The treatments are based around giving your body the signals that you are not in danger by slowing your breathing down, through breathing exercises (breathing in to the count of 3, holding for 3, then out for 3), and progressive muscle relaxation exercises.

You may be able to teach yourself these techniques through mindfulness apps, or Youtube clips, if not I highly recommend getting involved in a yoga or mindfulness meditation class to learn slow breathing techniques.

Chris_B
Blue Voices Member
Blue Voices Member

Our next question is about anxiety related to eating:

Hello, I know this sounds a bit silly and I know it's irrational but I often am too scared to eat incase food will somehow make me sick or I'll have some random reaction to it or I have touched something bad and spread it to what I was going to eat. I know he likelihood is so low but I often freak about it. Is this from some form of anxiety disorder?

Dr_Kim
Community Member

Hi, your hunch is correct! This is a form of anxiety disorder, and the key to diagnosis is that there is a battle going on between the healthy rational part of your brain, and the anxious irrational part of your brain about what you should do, think and react.

The rational part of your brain is saying, the food is fine, I’m going to be fine and there’s nothing to worry about. But the anxious part of your brain is saying all the bad things about the food and your possible reaction to it, which is producing a response in you.

This battle of healthy vs anxious brain is very common in our community, and is really annoying for people that have it, because a part of them knows that the thoughts coming from the anxious part of the brain are incorrect, “a bit silly” as you say, but they still can’t stop having them.

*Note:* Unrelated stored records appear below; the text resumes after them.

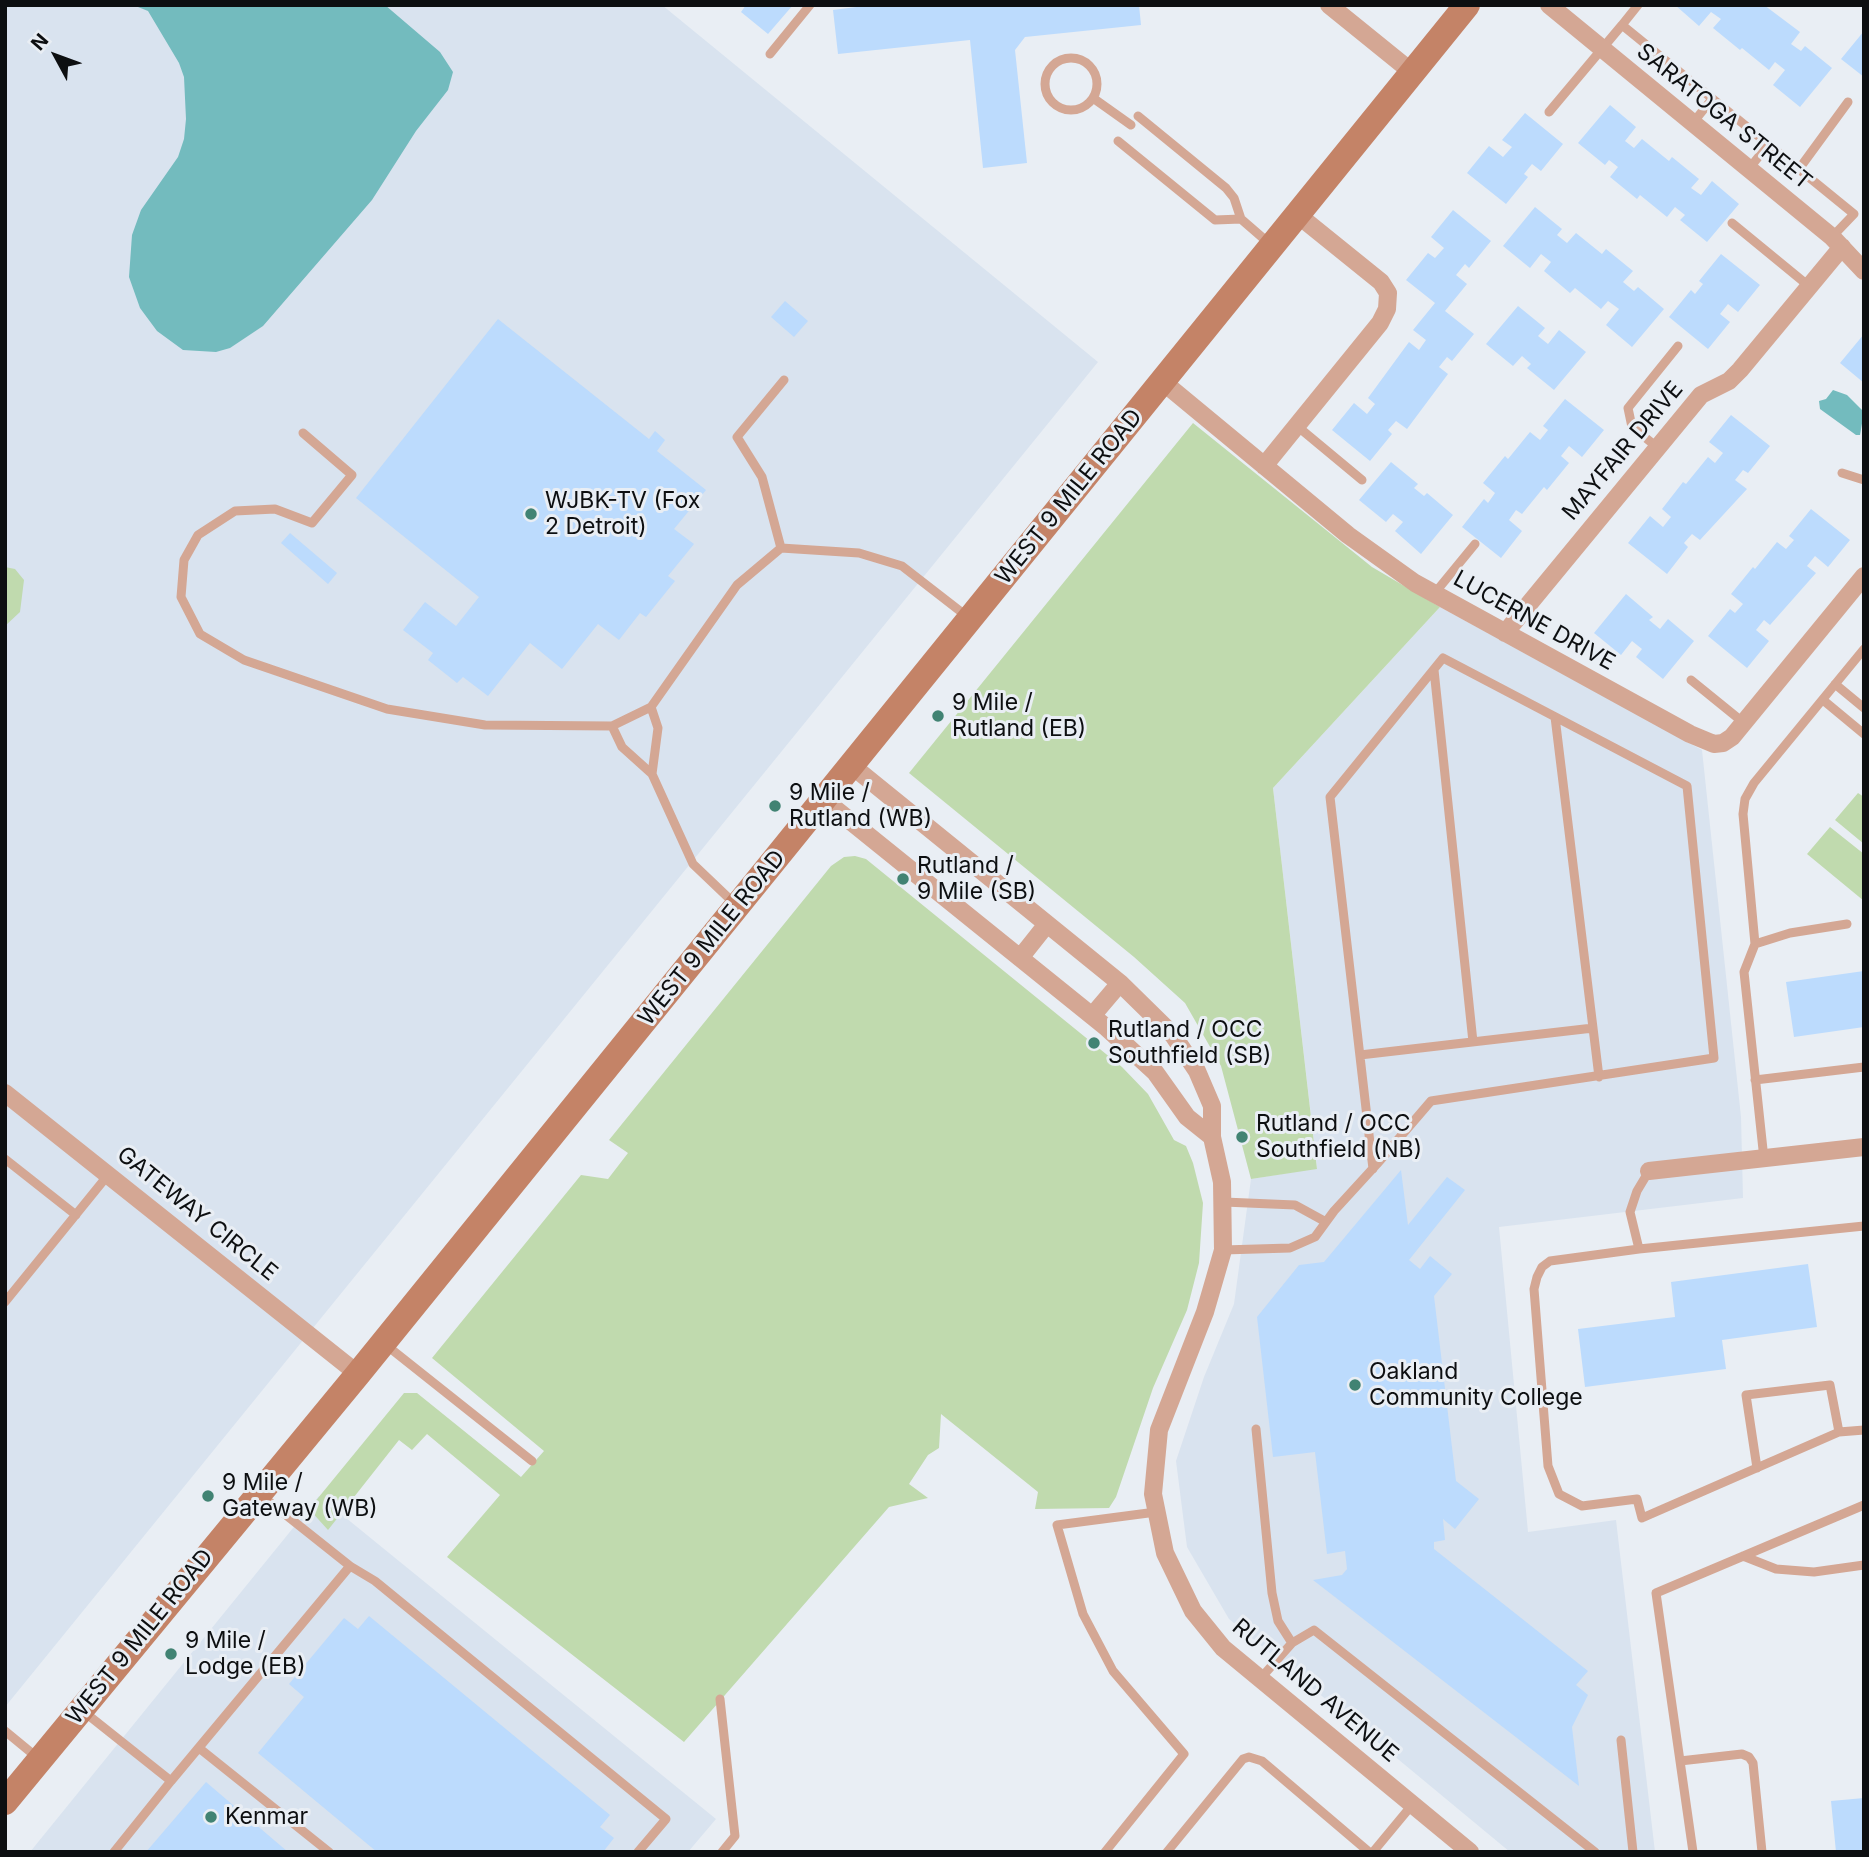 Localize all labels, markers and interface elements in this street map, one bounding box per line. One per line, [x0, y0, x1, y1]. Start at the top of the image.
north arrow [21, 21, 91, 91]
text: N [26, 29, 53, 55]
street label: SARATOGA STREET [1631, 38, 1817, 196]
street label: MAYFAIR DRIVE [1557, 376, 1689, 526]
street label: WEST 9 MILE ROAD [990, 404, 1148, 590]
place label: WJBK-TV (Fox 2 Detroit) [545, 487, 700, 541]
marker: WJBK-TV (Fox 2 Detroit) [523, 506, 539, 522]
street label: LUCERNE DRIVE [1448, 565, 1620, 677]
place label: 9 Mile / Rutland (EB) [952, 689, 1086, 743]
marker: 9 Mile / Rutland (EB) [930, 708, 946, 724]
place label: 9 Mile / Rutland (WB) [789, 779, 932, 833]
marker: 9 Mile / Rutland (WB) [767, 798, 783, 814]
street label: WEST 9 MILE ROAD [633, 845, 791, 1031]
place label: Rutland / 9 Mile (SB) [917, 852, 1036, 906]
marker: Rutland / 9 Mile (SB) [895, 871, 911, 887]
place label: Rutland / OCC Southfield (SB) [1108, 1016, 1271, 1070]
marker: Rutland / OCC Southfield (SB) [1086, 1035, 1102, 1051]
place label: Rutland / OCC Southfield (NB) [1256, 1110, 1422, 1164]
marker: Rutland / OCC Southfield (NB) [1234, 1129, 1250, 1145]
street label: GATEWAY CIRCLE [111, 1141, 283, 1287]
place label: Oakland Community College [1369, 1358, 1583, 1412]
marker: Oakland Community College [1347, 1377, 1363, 1393]
place label: 9 Mile / Gateway (WB) [222, 1469, 378, 1523]
marker: 9 Mile / Gateway (WB) [200, 1488, 216, 1504]
street label: WEST 9 MILE ROAD [61, 1544, 219, 1730]
street label: RUTLAND AVENUE [1226, 1613, 1404, 1769]
place label: 9 Mile / Lodge (EB) [185, 1627, 306, 1681]
marker: 9 Mile / Lodge (EB) [163, 1646, 179, 1662]
place label: Kenmar [225, 1803, 308, 1831]
marker: Kenmar [203, 1809, 219, 1825] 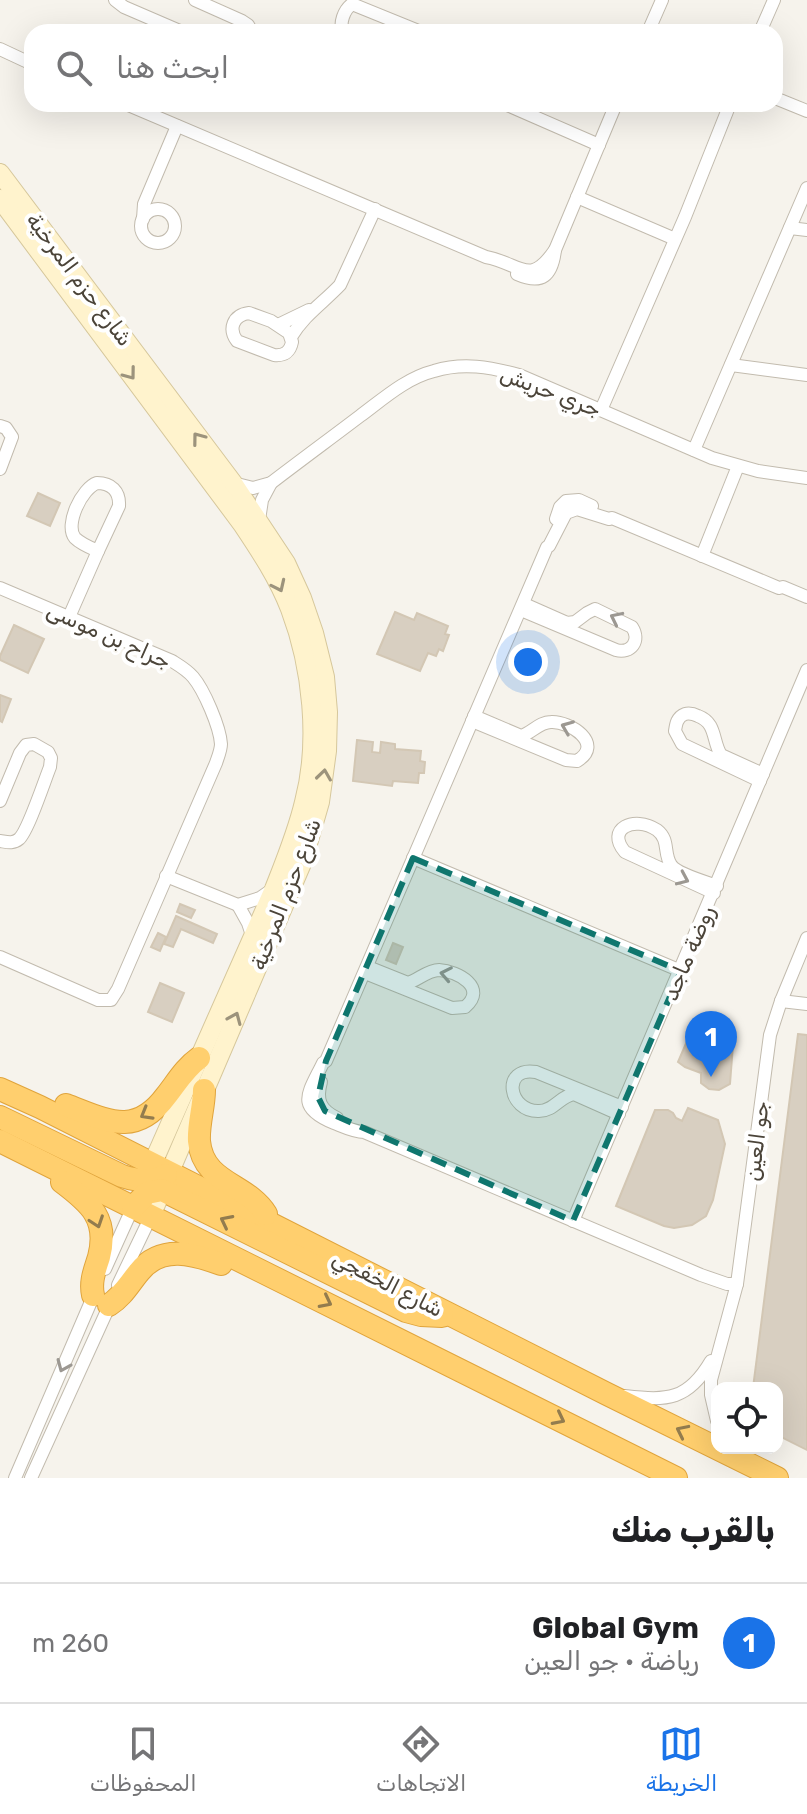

You might want to have a look at a book that explains this in easy language called “Change Your Thinking” by Sarah Edelman, which will give you some tips on how to start putting those silly but irrational thoughts in their place, and feel calmer.

Chris_B
Blue Voices Member
Blue Voices Member

Our next question is about uni stress:

Hi Dr Kim, I feel so shitty but I am scared to go to the doctors incase they won't take me seriously. At uni I do really well with quite high marks. I seem to be functioning fine but I always feel so awfully depressed and I have anxiety levels which seem to go through the roof all the time. How can I know if I'll be taken seriously if I try to get help if on the outside I seem like I'm functioning normally? Thanks so much

Dr_Kim
Community Member

Most people working in mental health don’t need to see evidence of deterioration to take what’s happening inside your head seriously. I think it’s important that you seek help for your thoughts and feelings early, and don’t wait until things start to decline in your academic or social world.

It is important that you approach the right sort of people, who understand this. Seeing student health counsellors, or a Headspace counsellor might be a good start if you don’t trust that your GP would understand the difference between internal and external functioning.

I wonder if you’ve been able to broach this with friends or family, and if you’ve had any positive or negative responses from them to guide you in this. Do your friends and family see your depression and anxiety? Do they understand that, although you are doing amazingly well at keeping it together, you’re still not happy?

It might be worthwhile having a chat to someone and getting somebody who understands the situation to accompany you to the health professional so you have some support in explaining your circumstances.